## Task details
Below are some entries. Copy each line that holds the string "Shahbudin".

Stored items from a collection
.....
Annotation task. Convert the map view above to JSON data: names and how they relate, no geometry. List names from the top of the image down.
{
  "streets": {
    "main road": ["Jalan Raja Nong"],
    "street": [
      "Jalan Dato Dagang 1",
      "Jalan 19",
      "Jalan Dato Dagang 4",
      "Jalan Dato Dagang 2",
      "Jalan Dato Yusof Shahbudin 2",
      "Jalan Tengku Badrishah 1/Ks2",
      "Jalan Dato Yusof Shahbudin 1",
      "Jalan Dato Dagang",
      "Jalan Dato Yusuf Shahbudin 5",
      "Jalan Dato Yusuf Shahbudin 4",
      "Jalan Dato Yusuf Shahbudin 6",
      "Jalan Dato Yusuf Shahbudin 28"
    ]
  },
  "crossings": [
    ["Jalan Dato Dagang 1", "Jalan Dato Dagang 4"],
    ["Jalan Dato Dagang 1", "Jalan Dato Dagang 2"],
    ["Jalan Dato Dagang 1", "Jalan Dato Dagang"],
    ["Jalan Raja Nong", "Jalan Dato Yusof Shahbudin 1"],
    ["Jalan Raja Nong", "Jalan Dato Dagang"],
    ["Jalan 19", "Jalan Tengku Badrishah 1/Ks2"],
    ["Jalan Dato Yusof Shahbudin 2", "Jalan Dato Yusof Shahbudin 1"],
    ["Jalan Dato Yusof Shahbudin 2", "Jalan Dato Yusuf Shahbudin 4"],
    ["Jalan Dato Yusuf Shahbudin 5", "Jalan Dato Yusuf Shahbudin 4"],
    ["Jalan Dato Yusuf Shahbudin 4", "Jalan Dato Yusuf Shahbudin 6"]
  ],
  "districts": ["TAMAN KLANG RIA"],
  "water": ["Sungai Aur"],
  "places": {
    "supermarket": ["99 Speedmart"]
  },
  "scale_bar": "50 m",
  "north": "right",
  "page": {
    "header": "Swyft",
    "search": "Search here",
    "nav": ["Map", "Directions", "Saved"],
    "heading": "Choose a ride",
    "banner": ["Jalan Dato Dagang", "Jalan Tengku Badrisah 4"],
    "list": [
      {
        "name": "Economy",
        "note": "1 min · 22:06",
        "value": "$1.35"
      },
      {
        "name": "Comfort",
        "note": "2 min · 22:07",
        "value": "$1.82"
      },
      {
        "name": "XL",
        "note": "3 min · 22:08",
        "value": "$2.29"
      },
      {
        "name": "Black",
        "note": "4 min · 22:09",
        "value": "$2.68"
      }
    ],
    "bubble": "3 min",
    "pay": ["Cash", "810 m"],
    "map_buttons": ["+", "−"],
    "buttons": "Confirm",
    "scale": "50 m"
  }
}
.....
## Solution for this problem
      "Jalan Dato Yusof Shahbudin 2",
      "Jalan Dato Yusof Shahbudin 1",
      "Jalan Dato Yusuf Shahbudin 5",
      "Jalan Dato Yusuf Shahbudin 4",
      "Jalan Dato Yusuf Shahbudin 6",
      "Jalan Dato Yusuf Shahbudin 28"
    ["Jalan Raja Nong", "Jalan Dato Yusof Shahbudin 1"],
    ["Jalan Dato Yusof Shahbudin 2", "Jalan Dato Yusof Shahbudin 1"],
    ["Jalan Dato Yusof Shahbudin 2", "Jalan Dato Yusuf Shahbudin 4"],
    ["Jalan Dato Yusuf Shahbudin 5", "Jalan Dato Yusuf Shahbudin 4"],
    ["Jalan Dato Yusuf Shahbudin 4", "Jalan Dato Yusuf Shahbudin 6"]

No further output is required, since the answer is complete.